# purchasing hutches??



## primelife (Aug 14, 2012)

I'm to busy to build my own hutch for meat rabbits. All you can find to buy at feed stores is pet products. Any suggestions on where to buy rabbit hutches for meat rabbits would be greatly appreciated!! I want to get a set up that will feed a family of 4, TY so much for any advice, I live in Dallas Tx

Any advice on once the when the doe should be seperated from her babies is appreciated as well. I know they go to the fryer 6-8 wks on avg but when do you remove them from mom's pen into their own before cooking? Do you buy grow out pins or rabbit tractors?


----------



## primelife (Aug 14, 2012)

copy and pasted this which answers my second ?, still hope I can find some hutches to buy!

Rabbits poop and pee so much that deep litter really wouldn't work for them. Rabbits have a prefered corner to do most of their potty. So I put a 5gal bucket under this corner and dump it into the compost pile when it fills.

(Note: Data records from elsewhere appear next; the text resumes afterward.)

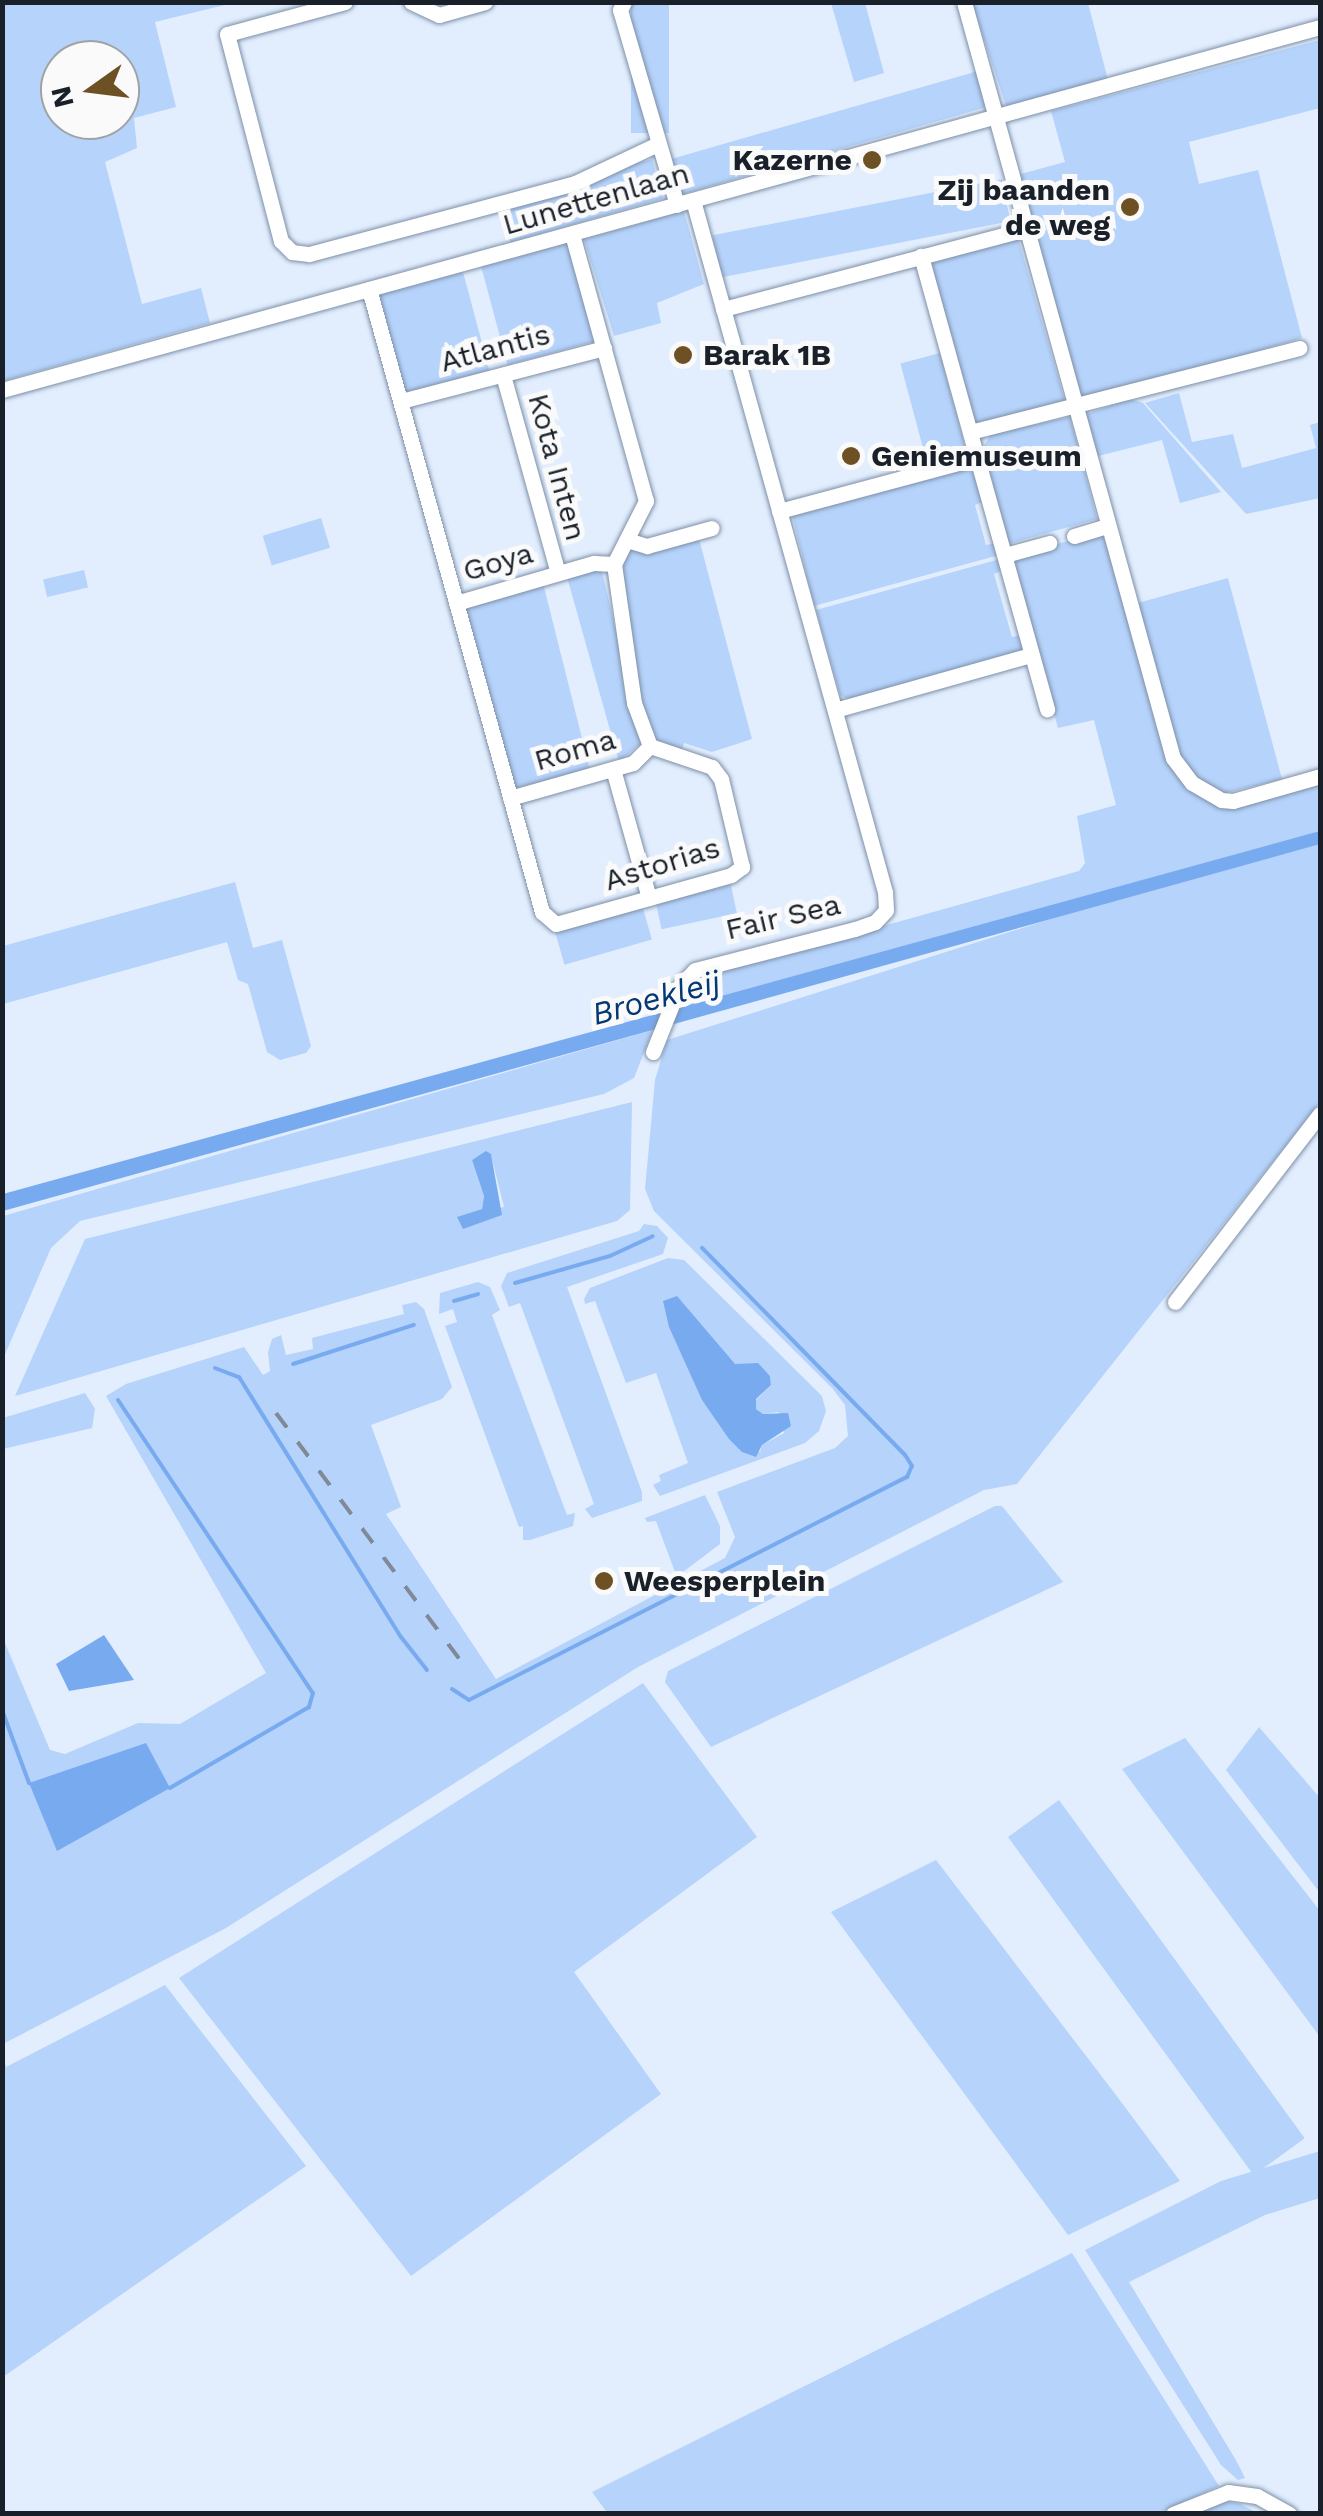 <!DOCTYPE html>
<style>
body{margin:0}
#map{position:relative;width:1323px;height:2516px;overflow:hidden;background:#e2eefe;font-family:"Work Sans",sans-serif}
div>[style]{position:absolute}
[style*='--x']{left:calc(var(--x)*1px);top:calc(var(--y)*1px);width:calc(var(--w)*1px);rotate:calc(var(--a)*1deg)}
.green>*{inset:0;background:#b6d3fb;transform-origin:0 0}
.water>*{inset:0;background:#78aaf0}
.stream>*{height:4px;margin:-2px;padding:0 2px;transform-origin:2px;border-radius:2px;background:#78aaf0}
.roads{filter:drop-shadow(0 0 2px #7d8fa7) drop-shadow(0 0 2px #7d8fa7)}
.street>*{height:15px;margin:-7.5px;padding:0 7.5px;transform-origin:7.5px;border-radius:7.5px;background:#fff}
.rail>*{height:4px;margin-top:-2px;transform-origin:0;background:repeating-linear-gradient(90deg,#808996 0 18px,transparent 0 36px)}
.dots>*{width:28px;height:28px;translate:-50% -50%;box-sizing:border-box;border:5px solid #fafafa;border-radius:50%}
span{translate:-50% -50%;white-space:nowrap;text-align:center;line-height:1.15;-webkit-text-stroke:10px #fafafa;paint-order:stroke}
.poi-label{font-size:30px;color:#192029;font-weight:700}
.right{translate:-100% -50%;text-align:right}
.left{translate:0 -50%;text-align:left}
.street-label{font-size:30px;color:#192029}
.water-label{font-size:32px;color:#043875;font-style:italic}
.frame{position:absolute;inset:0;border:5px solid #192029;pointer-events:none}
.north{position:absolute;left:40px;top:40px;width:100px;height:100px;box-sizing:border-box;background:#fafafa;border:2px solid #a0a3a6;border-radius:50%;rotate:256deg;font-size:28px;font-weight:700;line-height:40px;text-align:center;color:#192029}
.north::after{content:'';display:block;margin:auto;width:35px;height:45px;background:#6d5024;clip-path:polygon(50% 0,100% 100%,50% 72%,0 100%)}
</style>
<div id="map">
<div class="green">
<i style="clip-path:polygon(evenodd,2px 3px,233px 3px,155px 22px,176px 107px,134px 118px,137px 148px,105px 162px,142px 304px,201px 288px,210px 323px,3px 381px,2px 3px,60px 60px,120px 60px,120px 120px,60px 120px,60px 60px)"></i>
<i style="left:631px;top:3px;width:38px;height:130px"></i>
<i style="clip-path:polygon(831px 3px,865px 3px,884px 73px,854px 82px)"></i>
<i style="clip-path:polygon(972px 3px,1088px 3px,1108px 80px,1006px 106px)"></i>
<i style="clip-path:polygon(1320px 40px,1320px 108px,1189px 142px,1199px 184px,1258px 170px,1302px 338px,1080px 402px,1017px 175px,1065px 162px,1051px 111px)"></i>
<i style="left:978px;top:71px;width:37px;height:319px;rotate:74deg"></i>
<i style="left:652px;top:159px;width:41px;height:159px;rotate:74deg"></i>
<i style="left:1002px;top:179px;width:43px;height:295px;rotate:79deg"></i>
<i style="clip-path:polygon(684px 211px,704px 284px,657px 303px,661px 323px,614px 336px,584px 239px)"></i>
<i style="left:1018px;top:238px;width:169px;height:95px;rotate:74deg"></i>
<i style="left:568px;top:243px;width:102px;height:90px;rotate:75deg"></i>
<i style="left:463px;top:272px;width:102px;height:87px;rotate:75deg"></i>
<i style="left:940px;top:353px;width:105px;height:41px;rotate:75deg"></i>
<i style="clip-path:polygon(1179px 393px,1192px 442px,1233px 434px,1242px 468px,1316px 448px,1310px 425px,1320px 422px,1320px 498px,1246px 514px,1145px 403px)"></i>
<i style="clip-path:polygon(1130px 399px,1143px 403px,1221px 492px,1180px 503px,1162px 440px,1098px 456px,1086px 414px)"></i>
<i style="clip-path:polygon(1070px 417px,1097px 519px,1008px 544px,981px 451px,991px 434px)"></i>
<i style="clip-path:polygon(963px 465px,975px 472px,984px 501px,975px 505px,986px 545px,996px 543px,999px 555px,814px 606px,792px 514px)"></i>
<i style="left:321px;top:518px;width:31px;height:61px;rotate:73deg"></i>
<i style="clip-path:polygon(1104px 531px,1158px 725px,1208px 800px,1232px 809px,1320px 785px,1320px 1102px,1017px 1484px,984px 1490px,638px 1667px,226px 1928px,3px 2044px,2px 1636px,50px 1750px,65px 1754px,138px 1723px,180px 1724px,266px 1673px,106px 1396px,126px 1384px,244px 1347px,263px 1375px,270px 1371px,268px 1352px,272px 1339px,281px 1335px,286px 1355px,313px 1349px,312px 1338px,404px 1314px,402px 1305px,416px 1302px,424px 1309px,452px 1387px,442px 1399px,371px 1425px,401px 1507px,386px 1514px,496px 1679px,725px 1558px,735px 1537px,717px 1492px,835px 1448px,848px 1436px,845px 1405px,832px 1388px,654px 1211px,645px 1189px,655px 1080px,667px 1040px,1225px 864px,672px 1016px,686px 986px,698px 978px,1079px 871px,1085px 863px,1077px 816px,1116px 805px,1094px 720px,1058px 728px,1013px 566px,1018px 555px)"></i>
<i style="clip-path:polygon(698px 535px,752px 739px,712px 752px,684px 743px,681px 753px,657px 743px,647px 732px,619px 587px,627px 549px)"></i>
<i style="clip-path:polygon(1000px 559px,1003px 570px,994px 574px,1012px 637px,1022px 635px,1022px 651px,850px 700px,840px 695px,816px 610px)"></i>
<i style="clip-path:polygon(601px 567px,642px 742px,619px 762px,567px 577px)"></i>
<i style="left:84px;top:570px;width:18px;height:42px;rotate:77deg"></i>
<i style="clip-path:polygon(1228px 578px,1282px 779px,1222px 794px,1204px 786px,1176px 754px,1134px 604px)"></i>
<i style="clip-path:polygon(543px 583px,590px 770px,515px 788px,464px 611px,466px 606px)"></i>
<i style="left:730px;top:881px;width:33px;height:77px;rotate:78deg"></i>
<i style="clip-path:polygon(235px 882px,253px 948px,282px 940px,311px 1046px,306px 1053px,280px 1060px,267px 1052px,248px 984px,238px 980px,227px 942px,3px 1004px,3px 946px)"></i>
<i style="left:642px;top:905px;width:36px;height:91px;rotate:74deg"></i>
<i style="clip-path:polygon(653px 1030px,634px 1078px,604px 1094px,80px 1221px,51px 1248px,3px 1359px,3px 1216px)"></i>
<i style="clip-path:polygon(evenodd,632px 1102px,630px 1210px,617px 1221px,15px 1396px,85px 1239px,632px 1102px,486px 1152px,491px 1155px,504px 1207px,458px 1217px,482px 1209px,484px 1196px,472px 1160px,486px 1152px)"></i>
<i style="clip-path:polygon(644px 1224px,657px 1226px,668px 1238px,663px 1254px,567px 1287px,642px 1492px,642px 1501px,592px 1518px,585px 1509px,594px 1504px,520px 1303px,509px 1307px,501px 1286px,507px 1273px,639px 1231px)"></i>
<i style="clip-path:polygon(evenodd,668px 1258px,684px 1260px,822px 1396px,826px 1411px,819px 1431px,805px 1443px,660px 1496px,653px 1485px,661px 1481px,659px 1475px,688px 1463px,656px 1373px,626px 1383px,595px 1301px,585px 1304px,584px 1299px,590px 1288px,668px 1258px,758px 1364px,770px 1376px,771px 1385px,756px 1400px,756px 1409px,763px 1414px,779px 1412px,784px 1433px,762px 1445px,760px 1452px,702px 1400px,695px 1379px,735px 1365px,758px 1364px)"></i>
<i style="clip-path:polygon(478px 1282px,490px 1287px,500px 1310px,492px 1315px,567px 1515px,575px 1513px,573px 1526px,530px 1540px,523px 1540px,523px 1526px,519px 1527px,445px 1326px,457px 1322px,453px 1309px,439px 1314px,440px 1293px)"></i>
<i style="clip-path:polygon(85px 1393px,95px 1409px,92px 1428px,3px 1449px,3px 1418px)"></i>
<i style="clip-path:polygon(705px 1495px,720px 1526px,720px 1544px,675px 1578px,643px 1591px,641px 1585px,675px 1572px,656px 1521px,647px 1522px,645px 1518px)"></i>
<i style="clip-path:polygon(995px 1506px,1002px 1506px,1063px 1582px,711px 1747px,665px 1682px,668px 1671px)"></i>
<i style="clip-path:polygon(643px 1683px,757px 1837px,574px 1972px,661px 2094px,411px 2276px,179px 1978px)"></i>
<i style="clip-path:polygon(1259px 1727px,1320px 1798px,1320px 1893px,1226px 1770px)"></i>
<i style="clip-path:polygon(1185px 1738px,1320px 1911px,1320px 2037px,1122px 1769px)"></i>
<i style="left:1059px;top:1800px;width:418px;height:63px;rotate:54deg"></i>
<i style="clip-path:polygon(936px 1860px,1116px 2095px,1180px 2181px,1068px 2235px,831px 1912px)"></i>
<i style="clip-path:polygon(165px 1985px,306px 2166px,3px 2377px,3px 2054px,6px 2067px)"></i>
<i style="clip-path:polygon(1320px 2151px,1320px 2198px,1265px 2215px,1129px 2282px,1237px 2462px,1245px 2478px,1238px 2480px,1221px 2465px,1085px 2250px,1221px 2181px)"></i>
<i style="clip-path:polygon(1072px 2253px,1219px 2486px,1157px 2514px,608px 2514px,592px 2492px)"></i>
<i style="clip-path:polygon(1226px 2501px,1240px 2504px,1258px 2513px,1193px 2514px)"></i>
</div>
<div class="water">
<i style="clip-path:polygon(1320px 831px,1320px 844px,3px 1211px,3px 1194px)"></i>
<i style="clip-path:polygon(486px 1151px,491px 1154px,502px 1215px,463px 1229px,457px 1217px,482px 1209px,484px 1196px,472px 1160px)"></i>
<i style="clip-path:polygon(677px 1296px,735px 1364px,758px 1363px,770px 1376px,771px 1385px,756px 1399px,756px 1409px,763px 1414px,788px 1413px,791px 1426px,762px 1445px,756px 1457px,742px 1452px,729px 1439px,702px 1400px,669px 1327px,663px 1301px)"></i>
<i style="clip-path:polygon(104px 1635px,134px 1680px,69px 1691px,56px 1664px)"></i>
<i style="clip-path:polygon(146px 1743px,170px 1788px,57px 1851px,29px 1783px)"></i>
</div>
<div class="stream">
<i style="--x:515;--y:1283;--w:99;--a:-15.9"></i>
<i style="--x:610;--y:1256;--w:47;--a:-24.9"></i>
<i style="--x:454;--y:1301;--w:25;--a:-16"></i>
<i style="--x:293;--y:1364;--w:127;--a:-17.9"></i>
<i style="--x:215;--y:1368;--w:26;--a:21"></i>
<i style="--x:239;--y:1377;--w:306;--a:58.1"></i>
<i style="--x:401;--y:1637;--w:42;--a:51.8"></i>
<i style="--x:118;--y:1400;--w:352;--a:56.4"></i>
<i style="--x:313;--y:1693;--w:15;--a:106"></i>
<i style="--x:309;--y:1707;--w:161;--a:149.8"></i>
<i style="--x:452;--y:1689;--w:20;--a:33"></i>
<i style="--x:469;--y:1700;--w:492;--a:-27"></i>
<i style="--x:907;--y:1477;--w:12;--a:-66"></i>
<i style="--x:912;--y:1466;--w:13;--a:-122"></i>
<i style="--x:905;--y:1455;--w:290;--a:-134.4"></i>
<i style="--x:2;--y:1710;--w:78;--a:69.7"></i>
</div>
<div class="roads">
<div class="street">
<i style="--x:345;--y:2;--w:122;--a:164.8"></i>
<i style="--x:227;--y:34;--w:214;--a:75.4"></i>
<i style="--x:281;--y:241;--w:16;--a:45"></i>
<i style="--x:292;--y:252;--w:17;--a:7"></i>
<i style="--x:309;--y:254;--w:275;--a:-14.9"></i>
<i style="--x:575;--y:183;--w:92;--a:-25.2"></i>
<i style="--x:411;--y:2;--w:31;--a:25"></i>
<i style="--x:439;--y:15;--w:48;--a:-15.8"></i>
<i style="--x:624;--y:2;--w:9;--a:117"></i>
<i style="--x:620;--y:10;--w:203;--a:73.7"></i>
<i style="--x:964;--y:2;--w:784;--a:74.55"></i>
<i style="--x:1173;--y:758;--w:31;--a:53"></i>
<i style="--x:1192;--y:783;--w:34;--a:30"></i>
<i style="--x:1221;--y:800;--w:12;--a:5"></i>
<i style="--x:1233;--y:801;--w:91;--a:-16"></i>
<i style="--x:369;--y:289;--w:647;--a:74.48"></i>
<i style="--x:542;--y:912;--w:18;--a:41"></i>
<i style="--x:556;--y:924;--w:182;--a:-15.6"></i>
<i style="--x:731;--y:875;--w:14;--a:-36"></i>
<i style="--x:742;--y:867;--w:90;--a:-103.4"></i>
<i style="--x:721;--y:779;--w:15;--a:-127"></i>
<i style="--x:712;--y:767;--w:65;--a:-161.3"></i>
<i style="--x:650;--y:746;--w:46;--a:-110.4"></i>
<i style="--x:634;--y:703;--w:140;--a:-98.2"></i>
<i style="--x:614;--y:564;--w:71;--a:-63.1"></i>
<i style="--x:646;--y:501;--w:277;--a:-105.5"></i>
<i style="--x:723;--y:309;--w:313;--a:-14.8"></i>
<i style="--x:503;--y:375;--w:205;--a:74.5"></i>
<i style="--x:2;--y:390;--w:1367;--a:-15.4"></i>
<i style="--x:401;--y:401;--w:210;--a:-14.6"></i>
<i style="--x:970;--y:432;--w:340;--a:-14.3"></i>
<i style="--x:977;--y:458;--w:261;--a:74.4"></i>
<i style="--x:779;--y:511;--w:205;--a:-15"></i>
<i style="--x:977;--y:458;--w:210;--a:-105.5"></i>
<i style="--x:1074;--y:536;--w:34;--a:-17"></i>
<i style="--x:627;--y:540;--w:21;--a:17"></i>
<i style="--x:647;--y:546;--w:67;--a:-15.5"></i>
<i style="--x:1005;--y:555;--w:46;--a:-15.3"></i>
<i style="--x:456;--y:603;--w:144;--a:-16.2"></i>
<i style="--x:594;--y:563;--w:20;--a:3"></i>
<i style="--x:835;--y:710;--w:204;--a:-15.7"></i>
<i style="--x:613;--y:769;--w:134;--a:74.4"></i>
<i style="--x:510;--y:798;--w:128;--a:-15.9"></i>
<i style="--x:633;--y:763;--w:24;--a:-45"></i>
<i style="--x:653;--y:1052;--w:70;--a:-68.2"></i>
<i style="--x:679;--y:987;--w:23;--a:-47"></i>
<i style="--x:695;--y:970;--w:165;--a:-14.4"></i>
<i style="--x:855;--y:929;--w:21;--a:-19"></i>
<i style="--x:875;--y:922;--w:16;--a:-47"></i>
<i style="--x:886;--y:910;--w:18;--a:-93"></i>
<i style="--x:885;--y:892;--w:718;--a:-105.51"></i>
<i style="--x:1175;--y:1302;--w:237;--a:-52.4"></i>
<i style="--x:1173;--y:2514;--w:59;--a:-21.8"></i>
<i style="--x:1228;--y:2492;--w:29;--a:8"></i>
<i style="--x:1257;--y:2496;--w:37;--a:29"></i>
</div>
</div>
<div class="rail">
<i style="--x:276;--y:1413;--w:324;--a:53.3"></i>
</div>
<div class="dots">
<i style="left:872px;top:160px;background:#6d5024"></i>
<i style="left:1130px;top:207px;background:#6d5024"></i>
<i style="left:683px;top:355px;background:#6d5024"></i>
<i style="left:851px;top:456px;background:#6d5024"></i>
<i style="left:604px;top:1581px;background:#6d5024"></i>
</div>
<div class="poi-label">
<span class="right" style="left:852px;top:160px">Kazerne</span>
<span class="right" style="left:1110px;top:207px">Zij baanden<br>de weg</span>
<span class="left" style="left:703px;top:355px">Barak 1B</span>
<span class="left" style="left:871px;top:456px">Geniemuseum</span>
<span class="left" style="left:624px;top:1581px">Weesperplein</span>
</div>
<div class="street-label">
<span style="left:596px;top:199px;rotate:-16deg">Lunettenlaan</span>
<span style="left:495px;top:348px;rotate:-15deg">Atlantis</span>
<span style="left:557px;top:467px;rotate:75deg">Kota Inten</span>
<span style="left:498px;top:562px;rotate:-16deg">Goya</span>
<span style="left:575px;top:750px;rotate:-16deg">Roma</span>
<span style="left:662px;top:864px;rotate:-17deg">Astorias</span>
<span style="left:783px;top:917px;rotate:-13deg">Fair Sea</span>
</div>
<div class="water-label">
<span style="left:656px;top:998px;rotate:-15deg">Broekleij</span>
</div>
<div class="frame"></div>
<div class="north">N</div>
</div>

Each rabbit needs it's very own cage.

Does may stay with the litter until the next litter is coming, so 2wks before they are born, you need to move the kits out. 

Grow out cages are for weaned kits only. It should be at least 2x the adult pen size. 

Kits can remain with mom until butcher if you do not rebreed her. But all must be in the grow out pen. 

One cup per rabbit. 

Rabbits will fight, even litter mates will eventually fight. There is not enough room for more than one adult, even in a grow out size cage. I had 2 brothers together, they were fine for 1wk after I got them, once they reached 9.5wks of age, they had a horrid fight one night. One buck had a huge chunk of skin ripped off of him. The other broke his tibia [leg]!!! 

Does can and will kill other doe's kits, she can and will attack the other doe. Rabbits can kill other adult rabbits. 

My meat rabbits are in 2x4ft cages. This give plenty of room for the nest, room for the doe to lay and room for the feeding/drinking area. It is also enough room to have the kits with mom until 6-8wks of age.

Grow out pens are 2.5x7-8ft. 

You do not want to do deeper back than 2-2.5ft. You will not be able to reach the rabbits easily at all.

Do not cut corners, you will loose out in the long run. Do it right and do it well from the start.


----------



## ruthless (Aug 14, 2012)

try your local Craigslist for cages and hutches.  someone is always getting out of rabbits and trying to sell their cages.
If you must have new,   bass equipment and kw cages both are online with lots of supplies


----------



## goodgameme (Aug 15, 2012)

Try Tractor Supply.  They sell all wire cages for rabbits.


----------



## sawfish99 (Aug 15, 2012)

I watch CL for cages.  Every now and then someone is getting completely out of rabbits and selling a huge setup.  Our kits stay with the doe for 7 weeks.  Our fastest growers get harvested at 12 weeks for a 3lb freezer weight.  Others go more towards 15 weeks.  We feed free choice pellets.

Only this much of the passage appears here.